The problem is, I still tend to see myself as if I’m looking through a kaleidoscope, with all of these broken pieces of glass reflecting me back to myself in a million different, usually negative, ways.

When I’m teaching the kids, I’m excited and happy, and overwhelmed, and cataloguing all of the moments and interactions for later. And then I go home and the distorted mirrors of my childhood start yelling at me. They tell me that I made this mistake, and that one, and that I’m seconds away from being fired, or I should be, because I’m a terrible teacher, and I missed this hint or that nudge and failed utterly to teach anything useful. The process of unraveling the facts from the distorted reflections in my head is exhausting and painful, but the only other option would be to accept the mountain of guilt as true, and I can’t do that. Often it takes more than twenty-four or forty-eight hours to get to level ground and accept that, while there are some things I’d like to do differently next time, overall I did okay. This process involves a lot of reality checking, and replaying the tapes in my mind to make sure I heard what people actually said to me instead of what I imagined they must have been thinking.
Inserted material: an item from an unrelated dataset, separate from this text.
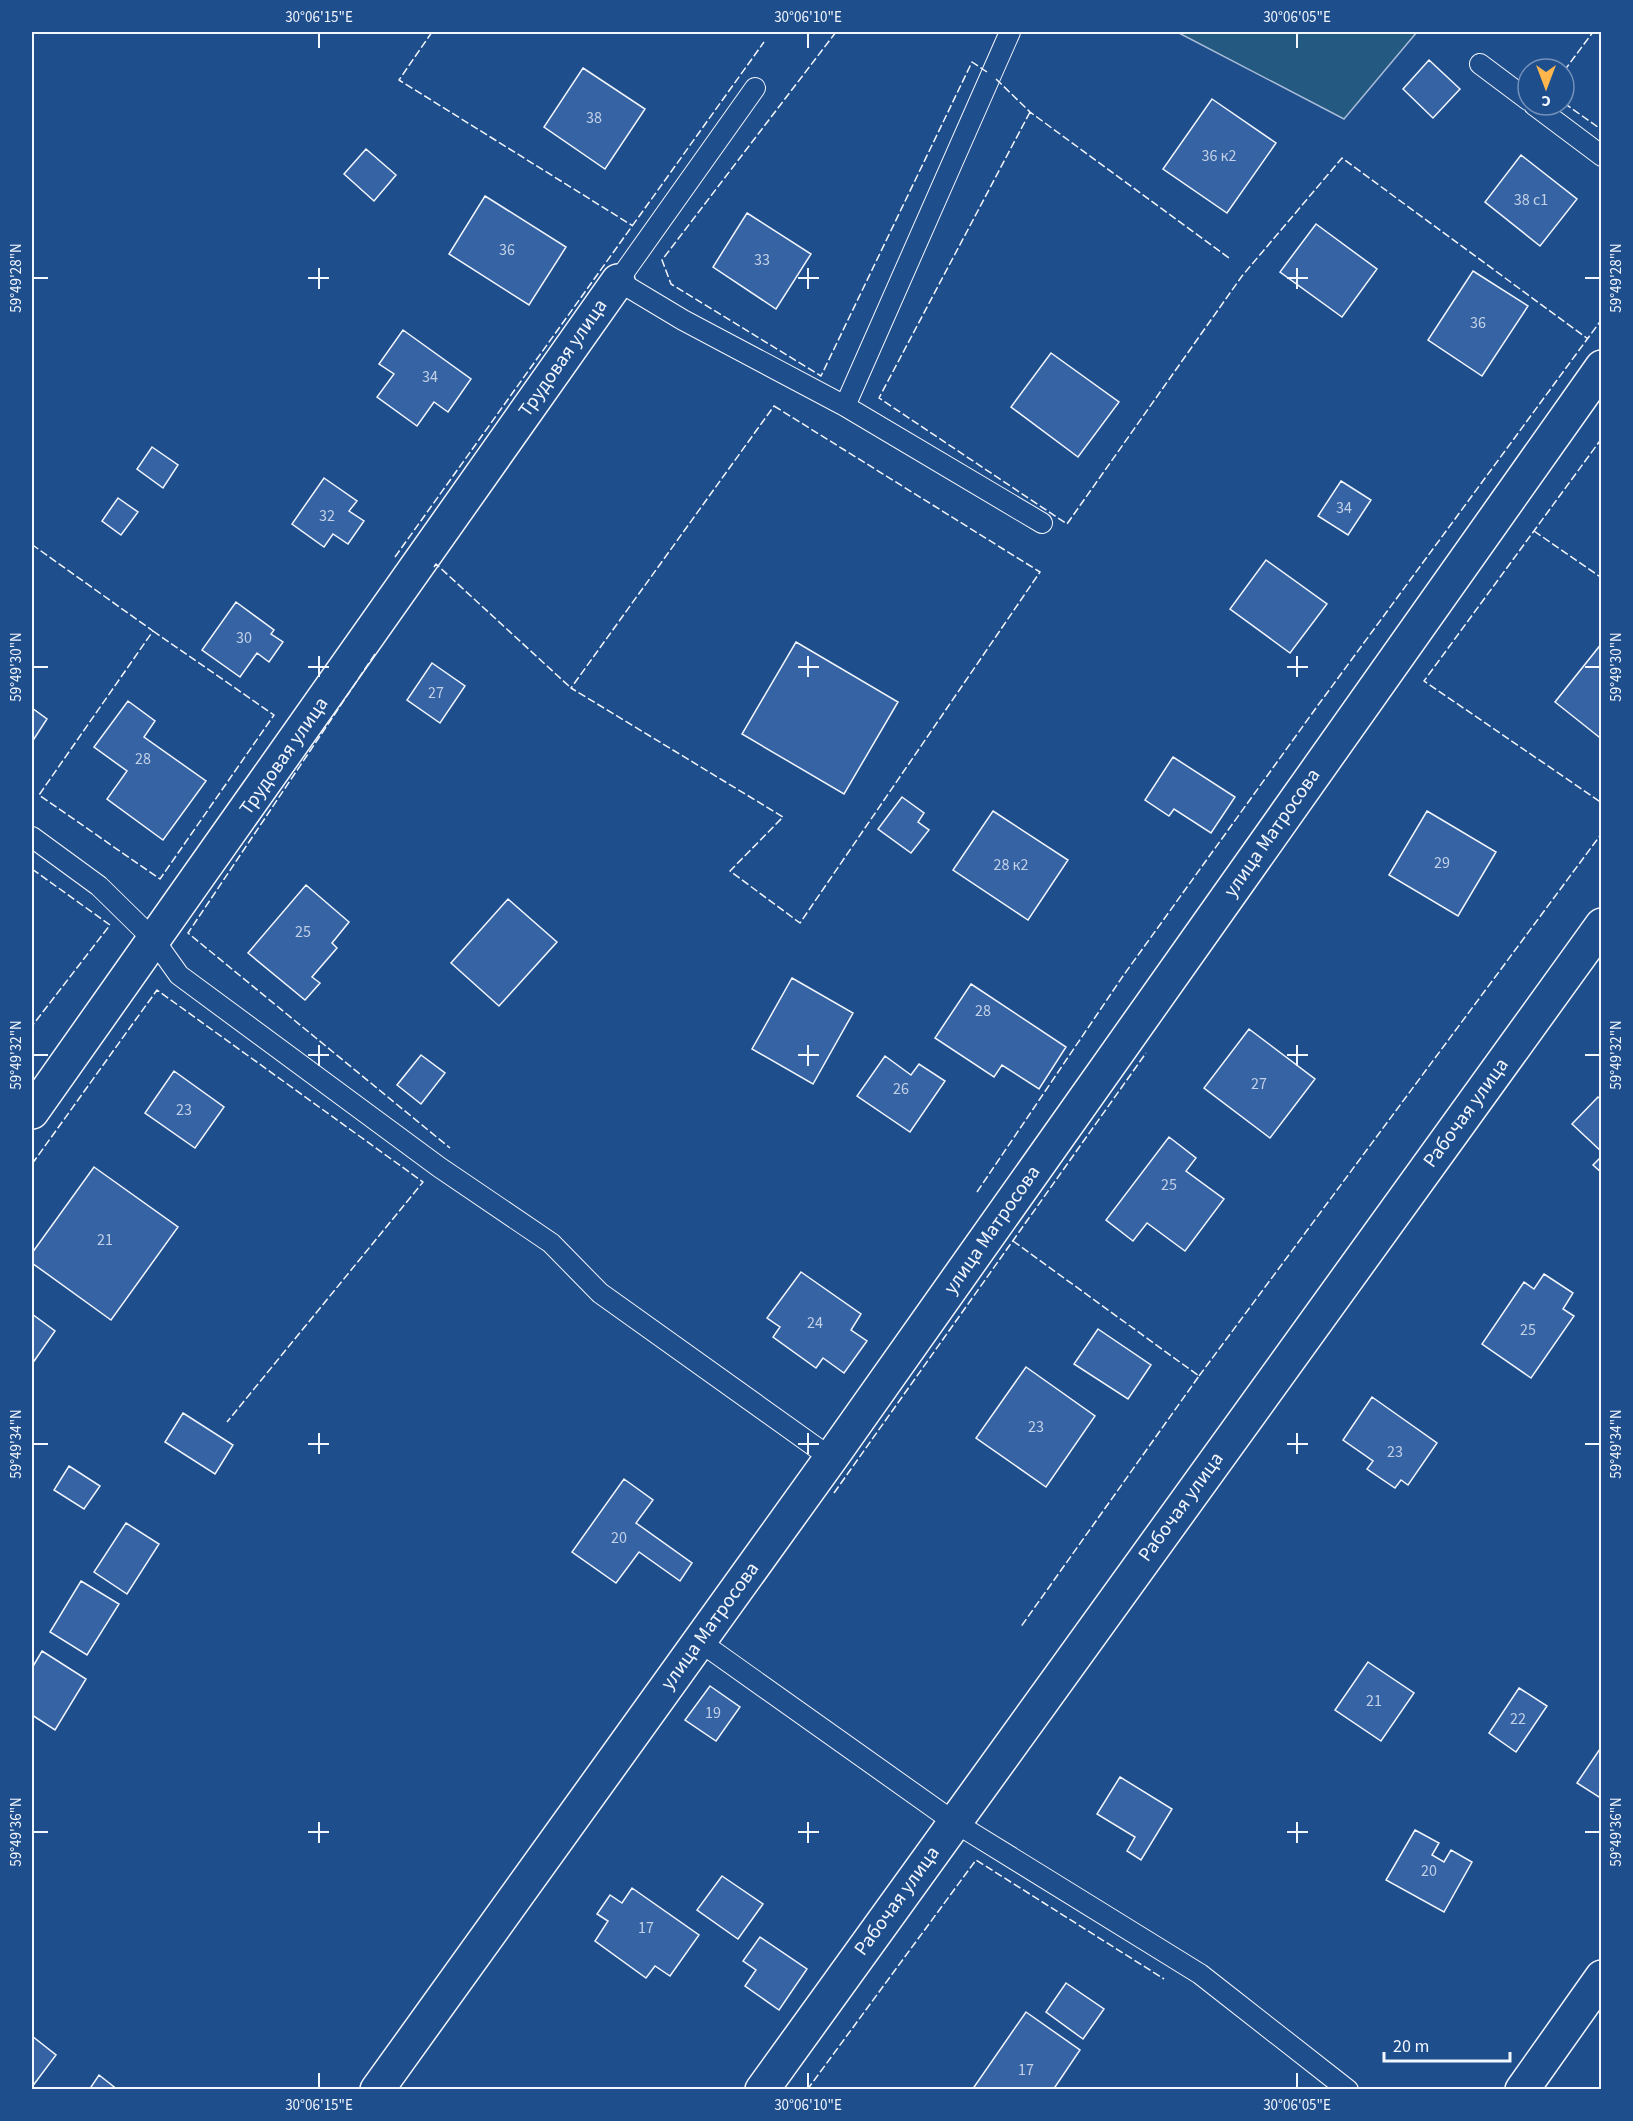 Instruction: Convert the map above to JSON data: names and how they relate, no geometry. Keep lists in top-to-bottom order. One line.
{"streets":{"street":["Трудовая улица","улица Матросова","Рабочая улица"]},"house_numbers":["38","36 к2","38 с1","36","33","36","34","34","32","30","27","28","29","28 к2","25","28","27","26","23","25","21","24","25","23","23","20","21","19","22","20","17","17"],"scale_bar":"20 m","north":"bottom","coordinates":["30°06'15\"E","30°06'10\"E","30°06'05\"E","59°49'28\"N","59°49'30\"N","59°49'32\"N","59°49'34\"N","59°49'36\"N"]}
One of the problems, for me, is that I’m still searching for accurate mirrors, wherever I go. And sometimes I look to my students to tell me who I am. If they are bored, I must be boring. If they are frustrated, I must be failing to teach them. And if every child is reflecting something different back at me, then oy vey, I must be all kinds of terrible at once.
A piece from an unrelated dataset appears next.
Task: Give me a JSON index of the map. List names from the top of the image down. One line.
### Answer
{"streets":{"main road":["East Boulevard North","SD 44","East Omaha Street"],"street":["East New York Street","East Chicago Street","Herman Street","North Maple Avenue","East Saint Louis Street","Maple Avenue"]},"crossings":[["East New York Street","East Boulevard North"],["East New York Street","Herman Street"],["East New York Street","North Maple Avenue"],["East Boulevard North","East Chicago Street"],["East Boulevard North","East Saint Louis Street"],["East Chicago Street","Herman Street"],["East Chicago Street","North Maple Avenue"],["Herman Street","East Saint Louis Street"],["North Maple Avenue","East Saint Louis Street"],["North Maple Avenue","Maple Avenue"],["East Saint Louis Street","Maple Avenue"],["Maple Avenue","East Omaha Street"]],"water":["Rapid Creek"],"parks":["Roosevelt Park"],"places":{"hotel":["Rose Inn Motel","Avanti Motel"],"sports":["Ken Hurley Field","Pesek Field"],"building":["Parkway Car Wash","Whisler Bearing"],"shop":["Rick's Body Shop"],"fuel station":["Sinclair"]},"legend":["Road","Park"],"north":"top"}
There are times when I think Cricket would prefer it if I didn’t reflect her mood or behavior back to her quite so accurately. She’d like me to pretend that she’s a happy go lucky dog, and never bites the hand that feeds her, and never gets lost in the barking of her own mind. But then there are times when she’s relieved that I can read her so well, and be with her in her misery, and not try to cajole her into a better mood, but just accept her as she is in that moment and let her know it’s okay. And that’s what I want to do for my students, if I can. I don’t just want to teach them a little bit of Hebrew, I want to help them breathe more deeply, and see themselves, as they are, with more compassion, and maybe see others with more compassion too.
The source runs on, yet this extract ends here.